# Tool cabinet



## mathias (17 Oct 2017)

Hello,

I've made a small workbench and next is tool storage. I do wood work in our dining room so it would be nice if it looks more furniture then tool storage as it will be big (work bench is 1400mm long) and very visible. I don't know much about furniture design but here is a first try. It is a wall cabinet but I do not want to hang it on the wall, hence the strange extension to the floor which also could be designed to be a separate shelve where the cabinet rests. Now what can be improved?


----------



## mathias (17 Oct 2017)

Another view


----------



## Glynne (17 Oct 2017)

Have a look at some of Rob Cosman's videos on YouTube.
I can't remember which one but he does give a brief tour of his tool cabinet and that might give y0u some ideas.


----------



## mathias (17 Oct 2017)

I've seen a youtube where he talks about the function. What I'd like opinions on is the outside, design and proportions as I don't know much about what is pleasing to the eye.


----------



## DiscoStu (17 Oct 2017)

What about some shaker style doors? They would look nice and are relatively easy to achieve with minimal tools (which I’m assuming is the case if you’re just starting out on tool storage). 

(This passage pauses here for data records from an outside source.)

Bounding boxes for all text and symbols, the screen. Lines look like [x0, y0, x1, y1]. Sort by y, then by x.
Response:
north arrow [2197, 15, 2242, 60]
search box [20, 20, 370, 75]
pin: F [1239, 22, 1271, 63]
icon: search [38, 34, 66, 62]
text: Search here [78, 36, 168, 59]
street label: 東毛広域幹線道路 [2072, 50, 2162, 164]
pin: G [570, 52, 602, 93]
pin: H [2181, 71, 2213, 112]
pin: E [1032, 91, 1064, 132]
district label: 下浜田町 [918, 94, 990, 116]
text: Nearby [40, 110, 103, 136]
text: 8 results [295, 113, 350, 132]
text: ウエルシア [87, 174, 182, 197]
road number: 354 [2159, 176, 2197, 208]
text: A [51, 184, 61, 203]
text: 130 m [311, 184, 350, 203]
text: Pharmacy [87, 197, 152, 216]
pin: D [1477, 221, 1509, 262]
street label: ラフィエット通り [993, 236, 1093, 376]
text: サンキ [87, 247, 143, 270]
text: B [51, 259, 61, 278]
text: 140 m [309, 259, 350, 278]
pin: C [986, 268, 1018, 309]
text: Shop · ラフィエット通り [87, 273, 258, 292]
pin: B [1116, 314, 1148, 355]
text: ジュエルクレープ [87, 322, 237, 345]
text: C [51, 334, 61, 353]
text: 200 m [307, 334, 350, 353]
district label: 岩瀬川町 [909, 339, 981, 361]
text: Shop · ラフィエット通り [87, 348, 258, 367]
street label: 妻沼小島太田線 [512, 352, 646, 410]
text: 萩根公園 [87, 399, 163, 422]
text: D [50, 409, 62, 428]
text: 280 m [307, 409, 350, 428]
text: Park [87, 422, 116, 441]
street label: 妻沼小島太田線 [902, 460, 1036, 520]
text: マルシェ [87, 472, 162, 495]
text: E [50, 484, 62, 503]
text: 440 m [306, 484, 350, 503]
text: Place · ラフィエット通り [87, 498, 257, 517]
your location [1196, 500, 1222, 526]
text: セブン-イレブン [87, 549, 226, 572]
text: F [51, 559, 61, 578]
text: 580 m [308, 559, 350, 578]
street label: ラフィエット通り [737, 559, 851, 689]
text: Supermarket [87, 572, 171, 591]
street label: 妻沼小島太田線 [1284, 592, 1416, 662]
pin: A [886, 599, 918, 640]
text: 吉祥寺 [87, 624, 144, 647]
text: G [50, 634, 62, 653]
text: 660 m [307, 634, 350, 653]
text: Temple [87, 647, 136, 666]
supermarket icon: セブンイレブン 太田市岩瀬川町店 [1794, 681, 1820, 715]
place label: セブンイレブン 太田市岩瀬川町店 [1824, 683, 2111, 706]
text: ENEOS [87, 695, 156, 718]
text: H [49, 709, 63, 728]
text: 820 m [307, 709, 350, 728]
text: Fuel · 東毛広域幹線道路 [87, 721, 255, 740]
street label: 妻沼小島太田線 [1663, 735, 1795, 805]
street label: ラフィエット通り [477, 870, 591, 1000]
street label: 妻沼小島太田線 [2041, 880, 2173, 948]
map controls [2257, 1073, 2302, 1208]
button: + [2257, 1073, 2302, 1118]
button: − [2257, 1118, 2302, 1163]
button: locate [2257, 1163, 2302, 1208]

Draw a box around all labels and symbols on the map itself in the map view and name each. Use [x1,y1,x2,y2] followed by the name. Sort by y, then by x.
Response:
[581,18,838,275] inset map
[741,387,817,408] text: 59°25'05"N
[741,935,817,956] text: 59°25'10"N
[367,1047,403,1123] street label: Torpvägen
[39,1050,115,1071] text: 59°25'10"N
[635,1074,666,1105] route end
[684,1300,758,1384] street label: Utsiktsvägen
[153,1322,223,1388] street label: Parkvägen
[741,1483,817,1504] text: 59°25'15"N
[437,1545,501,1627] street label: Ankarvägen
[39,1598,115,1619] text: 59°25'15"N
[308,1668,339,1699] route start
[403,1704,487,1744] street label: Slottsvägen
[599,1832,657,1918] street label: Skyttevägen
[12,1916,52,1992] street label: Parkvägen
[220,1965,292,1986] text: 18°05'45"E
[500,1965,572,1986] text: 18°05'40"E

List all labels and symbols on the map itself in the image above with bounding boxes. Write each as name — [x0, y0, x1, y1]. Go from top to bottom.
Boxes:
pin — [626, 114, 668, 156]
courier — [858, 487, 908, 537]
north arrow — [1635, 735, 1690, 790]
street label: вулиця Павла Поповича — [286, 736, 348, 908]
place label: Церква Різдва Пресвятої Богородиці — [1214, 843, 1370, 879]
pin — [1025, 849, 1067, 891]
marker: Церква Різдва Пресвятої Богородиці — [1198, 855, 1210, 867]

Sent from my iPhone using Tapatalk


----------



## custard (17 Oct 2017)

mathias":1sqvdoy1 said:


> What I'd like opinions on is the outside, design and proportions



Looks absolutely superb! Just make sure it's at least fastened to the wall at the top to prevent it tipping forward.

Incidentally, the workshop where I trained as a cabinet maker had an Oak tool cabinet on the wall that had been made in the 1960's, despite fifty years of abuse by apprentices the shut lines would still put a BMW to shame!


----------



## MusicMan (17 Oct 2017)

Looks good. I agree it needs fixing at the top. If you don't want to drill the wall, you could make it a few cm lower than the ceiling (just make sure it can be rotated into place!) then use large folding wedge(s) in the gap to jam it against the ceiling. I've just done this on a bookcase where I didn't want to mark the wall, and it works fine. You can easily make a fitted coaming to hide them that just rests in place; or put the wedges fairly well back so that they are invisible from normal viewing angle. They should be as far forward as practical, though, to have the most effect. About a 10:1 ramp for the wedges.

Keith


----------



## mathias (17 Oct 2017)

DiscoStu":1ymwkeu1 said:


> What about some shaker style doors? They would look nice and are relatively easy to achieve with minimal tools (which I’m assuming is the case if you’re just starting out on tool storage).
> 
> 
> Sent from my iPhone using Tapatalk



I made a google search for shaker style doors but still not sure what they are. Any chance for links to photos?

I planned to make frame/panel doors. The ones in the sketches have bottom rails slightly "higher" then the upper ones (65/55mm).


----------



## mathias (17 Oct 2017)

Thank you for your comments. I personnaly find the bottom of the cabinet strange but not sure what is wrong. In the sketches the doors are flush with the bottom.

As for tipping you are right, no holes so I thought I would make the part that touches the floor deeper then I made in the sketches. Tools will be in the middle part and the middle part doors which stay open when working. Left and right sides for finishing stuff and things not used frequently.


----------



## custard (17 Oct 2017)

mathias":23fbm49e said:


> I made a google search for shaker style doors but still not sure what they are. Any chance for links to photos?
> 
> I planned to make frame/panel doors. The ones in the sketches have bottom rails slightly "higher" then the upper ones (65/55mm).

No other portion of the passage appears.